Data in this exercise section start

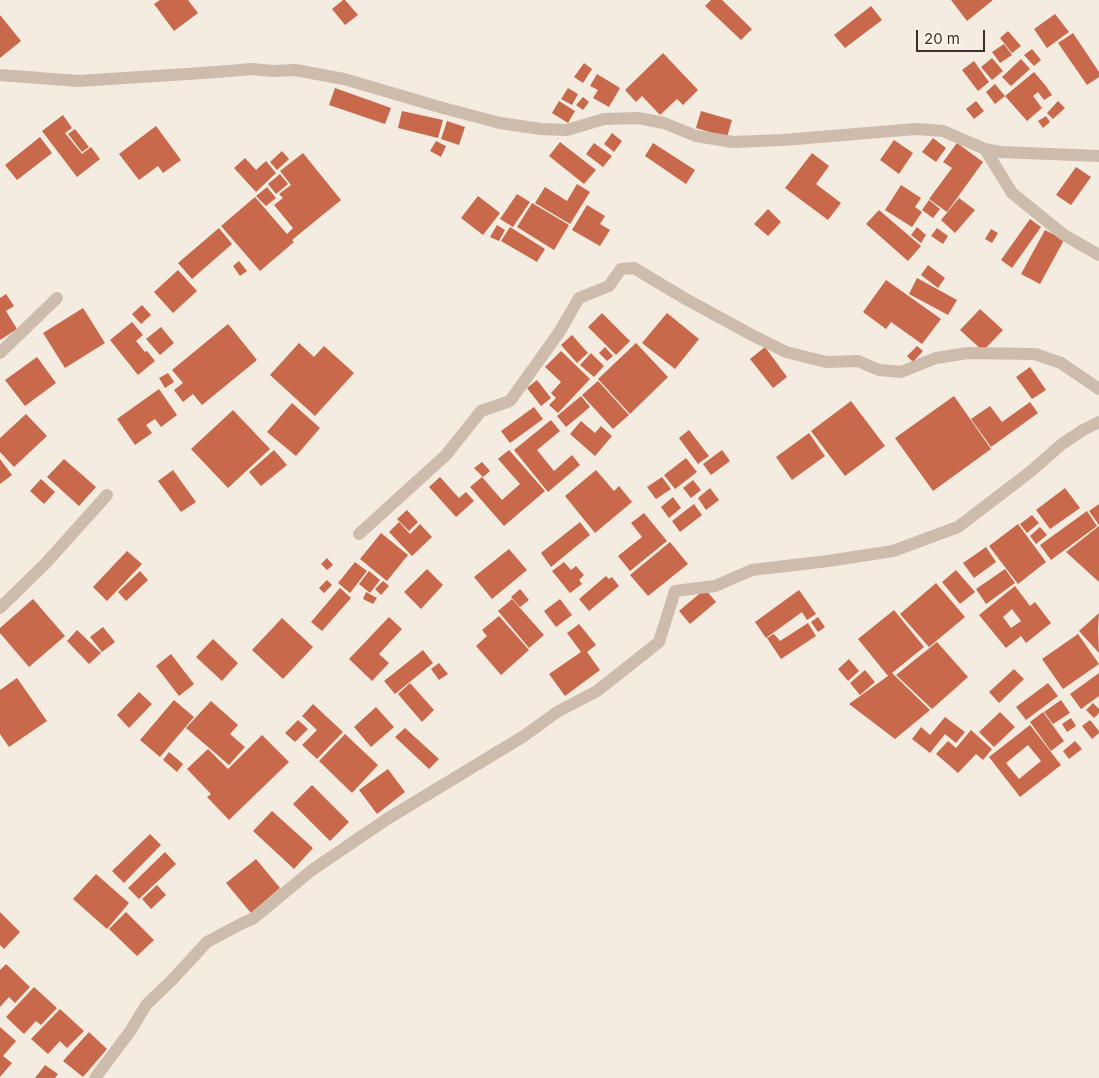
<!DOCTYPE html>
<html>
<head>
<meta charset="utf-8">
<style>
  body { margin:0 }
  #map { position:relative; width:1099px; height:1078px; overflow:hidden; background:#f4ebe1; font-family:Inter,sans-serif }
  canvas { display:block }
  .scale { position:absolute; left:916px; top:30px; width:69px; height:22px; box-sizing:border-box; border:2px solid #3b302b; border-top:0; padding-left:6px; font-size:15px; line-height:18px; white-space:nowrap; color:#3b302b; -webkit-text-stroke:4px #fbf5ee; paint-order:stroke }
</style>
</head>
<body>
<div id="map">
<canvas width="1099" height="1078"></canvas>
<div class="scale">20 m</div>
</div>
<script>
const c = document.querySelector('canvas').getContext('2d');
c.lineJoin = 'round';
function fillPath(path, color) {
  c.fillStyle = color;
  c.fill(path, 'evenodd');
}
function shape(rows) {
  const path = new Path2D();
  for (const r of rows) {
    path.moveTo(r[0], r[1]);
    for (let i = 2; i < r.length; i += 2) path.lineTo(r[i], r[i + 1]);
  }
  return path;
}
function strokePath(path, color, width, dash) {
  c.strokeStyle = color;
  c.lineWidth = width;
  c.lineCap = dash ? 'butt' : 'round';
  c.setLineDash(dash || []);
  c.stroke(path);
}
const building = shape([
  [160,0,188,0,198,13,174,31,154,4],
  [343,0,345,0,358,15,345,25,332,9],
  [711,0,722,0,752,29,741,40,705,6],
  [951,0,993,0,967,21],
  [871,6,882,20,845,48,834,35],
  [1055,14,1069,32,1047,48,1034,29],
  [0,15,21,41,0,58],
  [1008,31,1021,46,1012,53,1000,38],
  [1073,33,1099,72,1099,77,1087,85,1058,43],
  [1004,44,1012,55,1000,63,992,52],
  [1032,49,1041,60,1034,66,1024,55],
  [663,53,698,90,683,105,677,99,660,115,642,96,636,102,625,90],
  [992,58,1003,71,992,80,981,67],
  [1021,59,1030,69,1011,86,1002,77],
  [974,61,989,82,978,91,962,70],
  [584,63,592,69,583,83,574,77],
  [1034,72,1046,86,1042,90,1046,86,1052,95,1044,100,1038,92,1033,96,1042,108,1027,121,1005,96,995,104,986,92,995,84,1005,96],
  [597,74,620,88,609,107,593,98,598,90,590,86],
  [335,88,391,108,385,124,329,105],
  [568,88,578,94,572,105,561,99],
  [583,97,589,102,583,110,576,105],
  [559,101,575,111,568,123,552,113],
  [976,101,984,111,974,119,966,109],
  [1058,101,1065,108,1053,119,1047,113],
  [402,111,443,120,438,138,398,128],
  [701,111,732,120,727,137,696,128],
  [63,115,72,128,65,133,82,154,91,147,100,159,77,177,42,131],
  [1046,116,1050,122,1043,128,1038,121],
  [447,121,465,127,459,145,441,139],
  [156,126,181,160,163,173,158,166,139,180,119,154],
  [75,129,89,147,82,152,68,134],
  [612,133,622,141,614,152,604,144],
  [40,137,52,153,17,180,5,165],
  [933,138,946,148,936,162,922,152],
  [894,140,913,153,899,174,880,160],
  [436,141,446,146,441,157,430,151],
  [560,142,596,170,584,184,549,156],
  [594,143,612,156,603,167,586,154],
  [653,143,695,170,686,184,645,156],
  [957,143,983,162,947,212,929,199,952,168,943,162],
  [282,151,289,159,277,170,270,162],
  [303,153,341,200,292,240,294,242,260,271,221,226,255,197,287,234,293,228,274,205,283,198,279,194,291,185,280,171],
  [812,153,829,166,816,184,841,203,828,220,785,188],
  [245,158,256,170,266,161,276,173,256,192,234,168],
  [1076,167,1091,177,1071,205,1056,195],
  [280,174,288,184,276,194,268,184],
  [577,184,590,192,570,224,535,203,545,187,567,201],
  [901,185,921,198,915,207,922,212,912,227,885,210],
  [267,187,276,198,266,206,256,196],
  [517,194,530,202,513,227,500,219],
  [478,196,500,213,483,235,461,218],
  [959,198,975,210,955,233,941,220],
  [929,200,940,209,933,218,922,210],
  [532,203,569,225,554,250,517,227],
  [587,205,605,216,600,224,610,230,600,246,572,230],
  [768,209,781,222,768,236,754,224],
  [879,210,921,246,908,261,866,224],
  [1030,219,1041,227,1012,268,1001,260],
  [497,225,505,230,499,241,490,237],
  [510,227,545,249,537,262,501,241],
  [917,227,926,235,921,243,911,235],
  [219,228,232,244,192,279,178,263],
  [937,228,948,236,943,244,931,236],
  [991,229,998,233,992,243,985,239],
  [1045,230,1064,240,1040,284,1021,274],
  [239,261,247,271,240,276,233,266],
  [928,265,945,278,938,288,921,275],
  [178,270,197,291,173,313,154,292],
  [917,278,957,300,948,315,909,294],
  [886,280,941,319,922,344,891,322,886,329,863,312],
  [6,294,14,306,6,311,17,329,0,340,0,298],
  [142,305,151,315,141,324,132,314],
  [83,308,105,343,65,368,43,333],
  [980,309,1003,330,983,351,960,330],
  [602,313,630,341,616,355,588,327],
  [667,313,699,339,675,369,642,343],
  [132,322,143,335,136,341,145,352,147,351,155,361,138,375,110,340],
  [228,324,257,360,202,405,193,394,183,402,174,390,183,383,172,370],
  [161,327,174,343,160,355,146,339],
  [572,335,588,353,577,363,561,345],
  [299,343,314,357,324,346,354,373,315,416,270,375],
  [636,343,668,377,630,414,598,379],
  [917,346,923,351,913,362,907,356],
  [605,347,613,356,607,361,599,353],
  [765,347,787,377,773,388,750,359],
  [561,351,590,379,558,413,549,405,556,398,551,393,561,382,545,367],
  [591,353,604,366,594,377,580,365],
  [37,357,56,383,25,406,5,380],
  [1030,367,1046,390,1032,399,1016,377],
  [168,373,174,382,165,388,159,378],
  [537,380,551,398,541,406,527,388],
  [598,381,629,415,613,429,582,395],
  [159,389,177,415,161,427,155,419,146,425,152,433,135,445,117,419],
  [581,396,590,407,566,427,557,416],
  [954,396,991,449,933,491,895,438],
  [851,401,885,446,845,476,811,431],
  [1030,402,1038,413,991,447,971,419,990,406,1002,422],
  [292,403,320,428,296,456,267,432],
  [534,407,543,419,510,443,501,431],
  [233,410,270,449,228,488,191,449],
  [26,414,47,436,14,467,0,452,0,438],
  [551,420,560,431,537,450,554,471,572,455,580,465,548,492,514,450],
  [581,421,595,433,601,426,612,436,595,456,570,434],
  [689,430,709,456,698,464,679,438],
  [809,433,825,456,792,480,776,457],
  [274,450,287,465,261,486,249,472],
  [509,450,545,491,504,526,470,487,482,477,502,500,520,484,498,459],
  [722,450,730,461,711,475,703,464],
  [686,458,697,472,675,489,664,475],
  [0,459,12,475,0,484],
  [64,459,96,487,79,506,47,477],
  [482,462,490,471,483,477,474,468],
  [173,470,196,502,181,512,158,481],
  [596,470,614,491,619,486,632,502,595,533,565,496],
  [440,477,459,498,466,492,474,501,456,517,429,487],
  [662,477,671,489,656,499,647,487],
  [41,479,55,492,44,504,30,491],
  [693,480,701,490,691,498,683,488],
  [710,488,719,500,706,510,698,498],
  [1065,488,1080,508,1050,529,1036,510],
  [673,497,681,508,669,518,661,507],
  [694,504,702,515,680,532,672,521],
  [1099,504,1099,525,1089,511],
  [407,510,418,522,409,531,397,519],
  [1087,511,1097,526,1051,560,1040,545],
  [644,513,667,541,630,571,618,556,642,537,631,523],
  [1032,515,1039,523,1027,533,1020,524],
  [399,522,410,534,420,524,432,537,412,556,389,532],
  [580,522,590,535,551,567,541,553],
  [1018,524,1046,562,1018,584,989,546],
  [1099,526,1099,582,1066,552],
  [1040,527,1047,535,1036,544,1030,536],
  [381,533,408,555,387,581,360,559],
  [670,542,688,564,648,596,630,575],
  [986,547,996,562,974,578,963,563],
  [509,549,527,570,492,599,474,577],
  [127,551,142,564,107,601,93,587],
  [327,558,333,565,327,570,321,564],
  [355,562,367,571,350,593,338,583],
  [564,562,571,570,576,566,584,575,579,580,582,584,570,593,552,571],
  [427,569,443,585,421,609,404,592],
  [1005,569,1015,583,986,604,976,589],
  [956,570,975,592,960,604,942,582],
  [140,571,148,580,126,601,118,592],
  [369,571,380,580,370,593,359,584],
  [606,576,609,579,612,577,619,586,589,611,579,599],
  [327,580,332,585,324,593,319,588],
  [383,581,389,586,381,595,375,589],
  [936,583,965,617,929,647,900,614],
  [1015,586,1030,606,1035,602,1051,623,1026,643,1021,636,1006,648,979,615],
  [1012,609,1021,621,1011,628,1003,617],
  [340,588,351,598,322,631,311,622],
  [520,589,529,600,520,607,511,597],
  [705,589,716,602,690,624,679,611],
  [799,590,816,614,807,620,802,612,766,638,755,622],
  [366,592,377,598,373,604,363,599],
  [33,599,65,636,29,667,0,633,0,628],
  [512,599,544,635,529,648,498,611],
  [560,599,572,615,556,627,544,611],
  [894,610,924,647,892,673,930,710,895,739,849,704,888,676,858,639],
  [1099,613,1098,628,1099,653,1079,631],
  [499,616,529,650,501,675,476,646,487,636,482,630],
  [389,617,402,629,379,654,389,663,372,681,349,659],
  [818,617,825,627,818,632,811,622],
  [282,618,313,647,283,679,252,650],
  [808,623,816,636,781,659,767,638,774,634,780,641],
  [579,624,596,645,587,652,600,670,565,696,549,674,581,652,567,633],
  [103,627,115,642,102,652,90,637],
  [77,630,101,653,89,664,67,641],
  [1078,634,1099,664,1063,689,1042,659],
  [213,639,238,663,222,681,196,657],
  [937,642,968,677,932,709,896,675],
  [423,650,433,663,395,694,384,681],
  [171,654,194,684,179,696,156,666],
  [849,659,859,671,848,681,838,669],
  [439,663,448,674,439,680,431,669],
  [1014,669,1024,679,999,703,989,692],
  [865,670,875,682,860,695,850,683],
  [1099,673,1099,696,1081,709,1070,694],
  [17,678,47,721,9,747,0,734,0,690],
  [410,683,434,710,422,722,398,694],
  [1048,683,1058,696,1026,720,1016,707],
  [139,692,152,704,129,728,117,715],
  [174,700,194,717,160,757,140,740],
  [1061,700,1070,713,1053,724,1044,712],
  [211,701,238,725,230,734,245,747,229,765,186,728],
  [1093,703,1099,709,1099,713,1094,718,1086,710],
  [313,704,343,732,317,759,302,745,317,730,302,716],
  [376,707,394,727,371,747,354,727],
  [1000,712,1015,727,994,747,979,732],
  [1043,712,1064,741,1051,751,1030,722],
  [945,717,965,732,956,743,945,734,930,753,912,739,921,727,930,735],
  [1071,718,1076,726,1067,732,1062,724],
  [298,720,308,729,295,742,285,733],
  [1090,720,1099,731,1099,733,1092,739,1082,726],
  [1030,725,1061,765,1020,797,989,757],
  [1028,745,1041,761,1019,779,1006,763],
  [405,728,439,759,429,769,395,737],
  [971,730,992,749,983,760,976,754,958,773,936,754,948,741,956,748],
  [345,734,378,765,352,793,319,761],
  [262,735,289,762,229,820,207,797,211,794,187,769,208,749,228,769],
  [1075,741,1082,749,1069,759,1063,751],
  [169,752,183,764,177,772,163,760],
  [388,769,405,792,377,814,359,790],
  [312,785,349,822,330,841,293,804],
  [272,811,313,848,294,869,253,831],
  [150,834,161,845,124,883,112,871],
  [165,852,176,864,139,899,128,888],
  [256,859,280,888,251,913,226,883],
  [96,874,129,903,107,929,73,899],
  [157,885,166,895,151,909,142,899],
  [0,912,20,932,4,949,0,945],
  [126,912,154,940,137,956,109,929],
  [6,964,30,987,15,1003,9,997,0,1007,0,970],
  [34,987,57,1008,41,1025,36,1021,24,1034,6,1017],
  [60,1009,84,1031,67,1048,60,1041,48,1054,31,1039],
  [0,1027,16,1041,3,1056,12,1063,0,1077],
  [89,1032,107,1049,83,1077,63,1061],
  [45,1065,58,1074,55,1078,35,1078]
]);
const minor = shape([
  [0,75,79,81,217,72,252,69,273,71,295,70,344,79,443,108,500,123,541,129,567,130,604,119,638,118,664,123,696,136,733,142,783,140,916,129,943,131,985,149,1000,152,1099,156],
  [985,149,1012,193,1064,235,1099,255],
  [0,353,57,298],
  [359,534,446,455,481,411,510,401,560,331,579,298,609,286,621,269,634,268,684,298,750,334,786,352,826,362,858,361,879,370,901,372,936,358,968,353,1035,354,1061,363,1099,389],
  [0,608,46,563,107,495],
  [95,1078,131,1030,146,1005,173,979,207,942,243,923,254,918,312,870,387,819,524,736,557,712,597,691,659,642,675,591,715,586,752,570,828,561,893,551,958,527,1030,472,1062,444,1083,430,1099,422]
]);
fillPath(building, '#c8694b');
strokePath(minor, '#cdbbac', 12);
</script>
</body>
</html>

Data in this exercise section end

▶ [Problem]: Please find every line in the records above that holds the word "function" and copy it.

▶ [Result of the task]:
function fillPath(path, color) {
function shape(rows) {
function strokePath(path, color, width, dash) {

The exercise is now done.